Job Description
Zafin is seeking a highly skilled Cloud Site Reliability Engineer II (CSRE II) to spearhead strategic initiatives focused on ensuring the reliability, scalability, and performance of its cloud infrastructure and applications. This role is pivotal in influencing cloud reliability strategies, mentoring junior engineers, and leading impactful projects across the organization.
The CSRE II will report directly to the VP of Cloud Services and will be responsible for leading the resolution of complex technical issues, designing and implementing strategic operational enhancements, and conducting in-depth Root Cause Analysis (RCA) for high-severity incidents.

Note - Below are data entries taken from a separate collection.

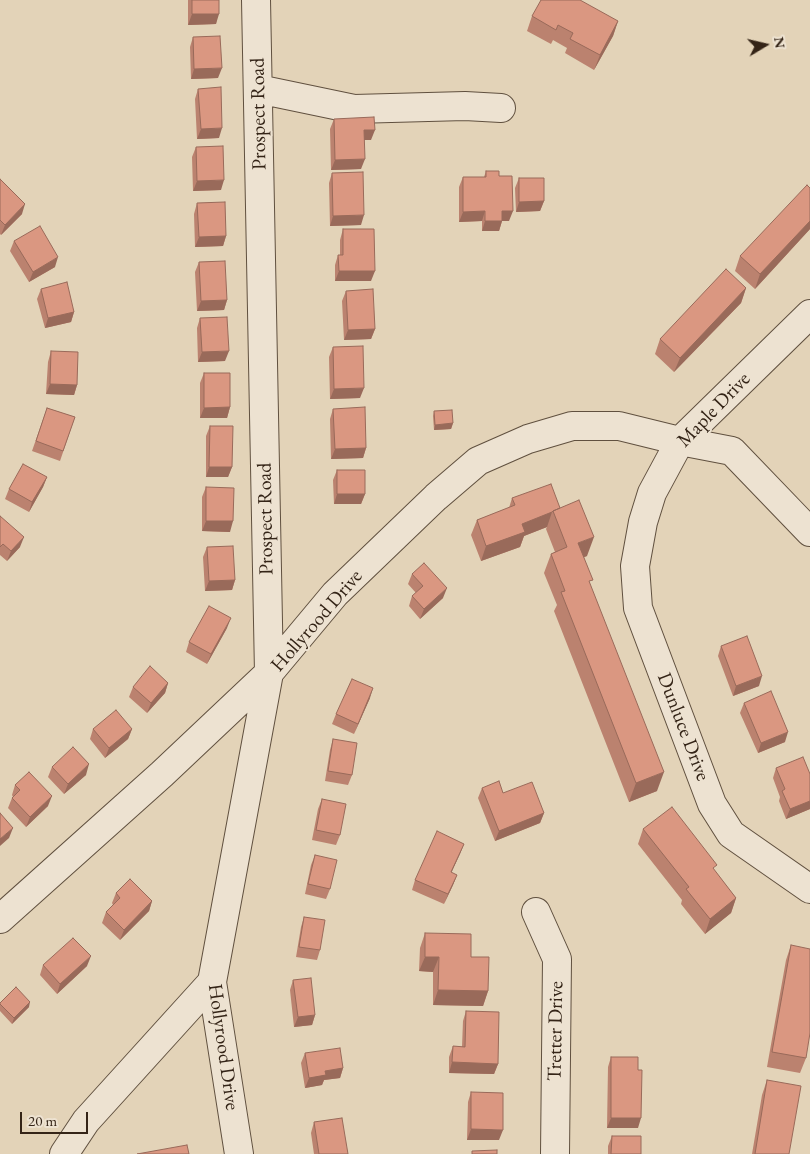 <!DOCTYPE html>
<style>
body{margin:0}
#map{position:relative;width:810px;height:1154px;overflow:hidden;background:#e3d3b8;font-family:"EB Garamond",serif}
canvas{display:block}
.north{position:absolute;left:740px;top:20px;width:50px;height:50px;-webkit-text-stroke:4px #ede2d1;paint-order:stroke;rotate:81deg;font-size:14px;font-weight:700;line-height:20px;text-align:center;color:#342417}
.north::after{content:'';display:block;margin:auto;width:18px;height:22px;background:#342417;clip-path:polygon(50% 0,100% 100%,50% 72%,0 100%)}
.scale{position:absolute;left:20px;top:1112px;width:68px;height:22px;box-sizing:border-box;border:2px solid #342417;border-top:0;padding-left:6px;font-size:15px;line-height:18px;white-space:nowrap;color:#342417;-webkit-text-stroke:4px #ede2d1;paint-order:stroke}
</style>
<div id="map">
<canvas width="810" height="1154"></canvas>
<div class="north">N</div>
<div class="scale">20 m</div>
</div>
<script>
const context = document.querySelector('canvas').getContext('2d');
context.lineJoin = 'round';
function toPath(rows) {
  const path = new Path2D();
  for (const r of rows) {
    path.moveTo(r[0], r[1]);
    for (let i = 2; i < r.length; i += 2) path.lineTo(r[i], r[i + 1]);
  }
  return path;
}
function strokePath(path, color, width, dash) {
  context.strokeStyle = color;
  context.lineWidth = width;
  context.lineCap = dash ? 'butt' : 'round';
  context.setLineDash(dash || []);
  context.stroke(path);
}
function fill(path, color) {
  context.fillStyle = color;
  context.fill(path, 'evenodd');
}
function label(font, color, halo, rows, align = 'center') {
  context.font = font + ' "EB Garamond",serif';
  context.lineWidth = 4;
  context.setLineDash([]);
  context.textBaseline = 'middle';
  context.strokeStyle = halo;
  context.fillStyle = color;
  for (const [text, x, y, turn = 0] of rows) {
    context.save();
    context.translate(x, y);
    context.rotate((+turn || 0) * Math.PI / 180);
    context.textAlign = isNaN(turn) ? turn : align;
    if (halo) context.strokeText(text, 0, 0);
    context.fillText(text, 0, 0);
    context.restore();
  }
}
const minor = toPath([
 [258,89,354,109,465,106,501,108],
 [810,314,680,441,652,493,643,522,635,566,638,608,712,804,731,834,810,889],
 [536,912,557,959,555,1154],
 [0,919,162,774,269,673,335,594,436,497,478,461,528,439,572,426,619,426,680,441,732,451,810,532],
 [64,1154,86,1121,212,982],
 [239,1154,212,982,269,673,256,0]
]);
const wall = toPath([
 [188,0,219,0,216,24,188,25],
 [532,16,618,21,613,36,594,70,565,53,567,48,553,40,551,44,527,31],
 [193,37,218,78,191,79,190,47],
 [198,89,219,138,197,139,195,99],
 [334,119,371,140,364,140,361,169,331,170,330,129],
 [196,147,221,190,193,191,192,157],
 [486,171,499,176,509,221,502,221,499,231,482,231,482,221,459,222,459,187,463,177,484,177],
 [332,173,361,225,330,226,329,183],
 [519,178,544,201,540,211,516,212,515,188],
 [0,179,22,214,1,235,0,234],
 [810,188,810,229,755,289,735,271,740,256],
 [197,203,226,236,223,246,195,247,194,214],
 [343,229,371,281,335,281,335,265,338,255,340,255,340,240],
 [14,241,55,267,29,282,10,251],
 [199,262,227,300,224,310,197,311,195,272],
 [746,288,741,303,674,372,655,354,660,339],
 [41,289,74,312,71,322,45,328,37,299],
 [346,291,375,329,371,339,344,340,342,301],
 [200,318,225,361,198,362,197,328],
 [333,347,360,398,330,399,329,357],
 [51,351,77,385,74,395,46,394,48,362],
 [204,373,230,407,227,418,200,418,200,383],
 [47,408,75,417,60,461,32,451],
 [333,409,366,448,363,458,331,459,330,419],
 [434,411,453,423,451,429,434,430,433,416],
 [210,426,232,467,228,477,206,477,206,436],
 [337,470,365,494,361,504,334,504,333,480],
 [47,477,43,487,29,512,5,499,9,489],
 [206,487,230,532,202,531,202,497],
 [512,498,560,508,587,556,584,557,590,586,657,791,629,802,554,611,557,605,544,573,551,554,555,552,546,529,547,527,524,536,520,547,481,561,471,535,477,520,509,508],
 [0,516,20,547,7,561,0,555],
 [207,547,235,580,232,590,205,591,203,557],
 [412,574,443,598,420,619,409,606,412,596,416,593,408,584],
 [227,628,207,664,186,652,189,642],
 [721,646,759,686,733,696,718,656],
 [168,683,165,693,147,713,129,697,133,687],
 [370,698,354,734,332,724,336,714],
 [744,703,785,742,758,753,740,713],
 [93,729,132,729,128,739,105,758,90,739],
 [333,739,352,775,348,785,325,781,330,750],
 [52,767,86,775,64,794,48,777],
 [776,768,810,774,810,809,786,819,779,801,780,797,773,778],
 [15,785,48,806,26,827,8,808,12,798,13,797,12,795],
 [482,788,503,793,544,813,540,823,495,841,478,798],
 [322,799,340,835,336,845,312,840,318,809],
 [643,829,715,871,736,898,731,913,705,934,681,904,682,900,638,844],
 [464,844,451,873,457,875,453,885,444,904,412,890,415,880],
 [315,855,330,889,326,899,305,894,311,865],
 [116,893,152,901,149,911,120,940,102,923,106,912,113,905,112,903],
 [304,917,320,950,317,960,296,957,301,927],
 [425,933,471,957,488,991,483,1006,433,1005,433,972,419,971,420,948],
 [791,945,806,1058,800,1073,767,1067,786,960],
 [43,965,87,966,57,994,40,975],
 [293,980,315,1015,312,1025,294,1027,290,990],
 [0,1003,29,1007,12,1024,0,1011],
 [466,1011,498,1064,494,1074,449,1073,449,1057,453,1046,462,1047,463,1021],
 [305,1053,343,1068,340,1078,324,1080,322,1085,305,1088,301,1063],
 [611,1057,638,1128,607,1128,608,1067],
 [767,1080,789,1154,752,1154,762,1095],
 [471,1092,499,1140,467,1140,468,1102],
 [314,1122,348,1154,314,1154,311,1133],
 [612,1136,641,1154,608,1154,608,1146]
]);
const shadedWall = toPath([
 [192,14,219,14,216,24,188,25],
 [618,21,613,36,594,70,600,55],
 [222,68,218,78,191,79,194,69],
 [222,128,219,138,197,139,201,129],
 [364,130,375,130,371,140,360,140],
 [365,159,361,169,331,170,335,160],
 [224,180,221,190,193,191,197,181],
 [544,201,540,211,516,212,519,202],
 [25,204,22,214,1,235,5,225],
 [485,211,482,221,459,222,463,212],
 [502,211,513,211,509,221,499,221],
 [364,215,361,225,330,226,333,216],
 [485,221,502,221,499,231,482,231],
 [810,221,810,229,755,289,760,274],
 [226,236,223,246,195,247,199,237],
 [58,257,55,267,29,282,33,272],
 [339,271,375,271,371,281,335,281],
 [746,288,741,303,674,372,680,358],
 [227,300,224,310,197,311,201,301],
 [74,312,71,322,45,328,48,318],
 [375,329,371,339,344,340,348,330],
 [229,351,225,361,198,362,202,352],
 [50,384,77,385,74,395,46,394],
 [364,388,360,398,330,399,334,389],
 [230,407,227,418,200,418,204,408],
 [453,423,451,429,434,430,435,425],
 [366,448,363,458,331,459,335,449],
 [209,467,232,467,228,477,206,477],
 [47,477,43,487,29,512,32,502],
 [337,494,365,494,361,504,334,504],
 [552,512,547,527,524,536,520,547,481,561,486,546,522,524],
 [206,521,233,521,230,532,202,531],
 [24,537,20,547,7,561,11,551],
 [594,537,587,556,571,562,578,543],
 [235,580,232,590,205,591,209,581],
 [447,588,443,598,420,619,424,609],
 [231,618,227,628,207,664,211,654],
 [762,676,759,686,733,696,736,686],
 [168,683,165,693,147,713,151,703],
 [373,688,370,698,354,734,358,724],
 [132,729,128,739,105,758,109,748],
 [788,732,785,742,758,753,761,743],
 [89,764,86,775,64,794,68,784],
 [664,772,657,791,629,802,636,783],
 [52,796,48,806,26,827,30,817],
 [810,801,810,809,786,819,790,809],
 [544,813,540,823,495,841,499,831],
 [13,828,9,838,0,846,0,839],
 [464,844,460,854,447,882,451,872],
 [457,875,453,885,444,904,448,894],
 [736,898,731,913,705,934,710,919],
 [152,901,149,911,120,940,124,930],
 [91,956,87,966,57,994,60,984],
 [425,957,439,957,433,972,419,971],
 [438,990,488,991,483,1006,433,1005],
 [30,1002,29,1007,12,1024,14,1018],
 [315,1015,312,1025,294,1027,298,1017],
 [452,1062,498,1064,494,1074,449,1073],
 [343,1068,340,1078,324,1080,322,1085,305,1088,309,1078,325,1071],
 [611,1118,641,1118,638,1128,607,1128],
 [471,1129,503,1130,499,1140,467,1140]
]);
const building = toPath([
 [192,0,219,0,219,14,192,14,192,0],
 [541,0,580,0,618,21,600,55,570,39,573,33,558,25,556,30,532,16,541,0],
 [220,36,222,68,194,69,193,37,220,36],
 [221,87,222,128,201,129,198,89,221,87],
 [374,117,375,130,364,130,365,159,335,160,334,119,374,117],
 [223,146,224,180,197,181,196,147,223,146],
 [486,171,499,171,499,176,512,176,513,211,502,211,502,221,485,221,485,211,463,212,463,177,486,177,486,171],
 [363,172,364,215,333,216,332,173,363,172],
 [519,178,544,178,544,201,519,202,519,178],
 [0,179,25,204,5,225,0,220,0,179],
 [807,185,810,188,810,221,760,274,740,256,807,185],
 [225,202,226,236,199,237,197,203,225,202],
 [40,226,58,257,33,272,14,241,40,226],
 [343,229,374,229,375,271,339,271,338,255,343,255,343,229],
 [225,261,227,300,201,301,199,262,225,261],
 [726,269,746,288,680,358,660,339,726,269],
 [67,282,74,312,48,318,41,289,67,282],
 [373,289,375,329,348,330,346,291,373,289],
 [227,317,229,351,202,352,200,318,227,317],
 [363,346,364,388,334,389,333,347,363,346],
 [51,351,78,352,77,385,50,384,51,351],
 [204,373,230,373,230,407,204,408,204,373],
 [365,407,366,448,335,449,333,409,365,407],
 [47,408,75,417,63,451,36,441,47,408],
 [452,410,453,423,435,425,434,411,452,410],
 [210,426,233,426,232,467,209,467,210,426],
 [23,464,47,477,32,502,9,489,23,464],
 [337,470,365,470,365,494,337,494,337,470],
 [551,484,560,508,553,511,552,512,522,524,525,532,486,546,477,520,515,505,512,498,551,484],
 [206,487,234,488,233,521,206,521,206,487],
 [579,500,594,537,578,543,593,580,589,581,664,772,636,783,561,592,565,591,551,554,567,547,553,511,579,500],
 [0,516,24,537,11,551,3,544,0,547,0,516],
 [233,546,235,580,209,581,207,547,233,546],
 [424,563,447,588,424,609,412,596,423,586,412,574,424,563],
 [209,606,231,618,211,654,189,642,209,606],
 [747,636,762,676,736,686,721,646,747,636],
 [150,666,168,683,151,703,133,687,150,666],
 [352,679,373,688,358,724,336,714,352,679],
 [771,691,788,732,761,743,744,703,771,691],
 [116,710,132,729,109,748,93,729,116,710],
 [333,739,357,743,352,775,328,771,333,739],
 [73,747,89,764,68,784,52,767,73,747],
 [803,757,810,774,810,801,790,809,782,791,785,789,776,768,803,757],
 [29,772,52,796,30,817,12,798,20,790,15,785,29,772],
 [499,781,503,793,532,782,544,813,499,831,482,788,499,781],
 [322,799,346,804,340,835,316,830,322,799],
 [672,807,717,865,713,868,736,898,710,919,686,889,689,887,643,829,672,807],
 [0,813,13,828,0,839,0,813],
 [437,831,464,844,451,872,457,875,448,894,415,880,437,831],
 [315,855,337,860,330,889,308,884,315,855],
 [130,879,152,901,124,930,106,912,120,898,116,893,130,879],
 [304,917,325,920,320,950,299,947,304,917],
 [425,933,471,934,471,957,489,957,488,991,438,990,439,957,425,957,425,933],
 [73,938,91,956,60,984,43,965,73,938],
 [791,945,810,949,810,1033,806,1058,772,1052,791,945],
 [311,978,315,1015,298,1017,293,980,311,978],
 [16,987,30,1002,14,1018,0,1004,0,1003,16,987],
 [466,1011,499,1012,498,1064,452,1062,453,1046,465,1047,466,1011],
 [340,1048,343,1068,325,1071,326,1075,309,1078,305,1053,340,1048],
 [611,1057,638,1057,638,1070,642,1070,641,1118,611,1118,611,1057],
 [767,1080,801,1086,789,1154,755,1154,767,1080],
 [471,1092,503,1093,503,1130,471,1129,471,1092],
 [342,1118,348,1154,319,1154,314,1122,342,1118],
 [612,1136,641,1136,641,1154,611,1154,612,1136],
 [187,1145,189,1154,137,1154,187,1145],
 [497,1150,497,1154,472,1154,472,1151,497,1150]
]);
const streetNames = [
 ["Prospect Road",259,114,-91],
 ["Maple Drive",714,410,-46],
 ["Prospect Road",266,519,-91],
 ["Hollyrood Drive",317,621,-49],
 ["Dunluce Drive",683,727,69],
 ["Tretter Drive",556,1031,-89],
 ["Hollyrood Drive",223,1047,82]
];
strokePath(minor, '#60503f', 30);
strokePath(minor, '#ede2d1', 28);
fill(wall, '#bb826f');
fill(shadedWall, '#996a5a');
fill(building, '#da9781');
strokePath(building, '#996a5a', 1);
label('20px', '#342417', '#ede2d1', streetNames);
</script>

They will also represent Zafin in external client escalation calls, architect and optimize cloud infrastructure, and provide thought leadership in managing container orchestration platforms.
What this role involves:
- Leading and managing the resolution of complex technical issues.
- Designing and implementing strategic operational enhancements.
- Conducting in-depth Root Cause Analysis (RCA) for high-severity incidents.
- Representing the organization in external client escalation calls.
- Architecting and optimizing cloud infrastructure.
- Providing thought leadership in managing container orchestration platforms.
- Overseeing the implementation of advanced monitoring solutions.
- Developing and executing automation strategies.
- Creating and maintaining comprehensive documentation.
- Mentoring and coaching junior engineers.
- Driving strategic initiatives.
Requirements:
- Bachelor’s degree in Computer Science, Engineering, or a related field (Master’s degree preferred).
- 12+ years of experience in cloud support, operations, or a related role.
- Advanced expertise in Microsoft Azure (preferred) or equivalent cloud platforms.
- Demonstrated experience in designing and scaling container orchestration systems like AKS or OpenShift.
- Proven leadership in managing automated deployment pipelines, including Azure DevOps.
- Mastery in enterprise monitoring platforms (e.g., Azure Insights, Grafana) and predictive analytics tools.
- Advanced scripting skills with PowerShell, Python, or similar languages.
- Extensive experience in incident management and defining SLAs for global production environments.
- In-depth knowledge of database management, particularly Postgres.
What Zafin offers:
- Competitive salaries.
- Annual bonus potential.
- Generous paid time off.
- Paid volunteering days.
- Wellness benefits.
- Robust opportunities for professional growth and career advancement.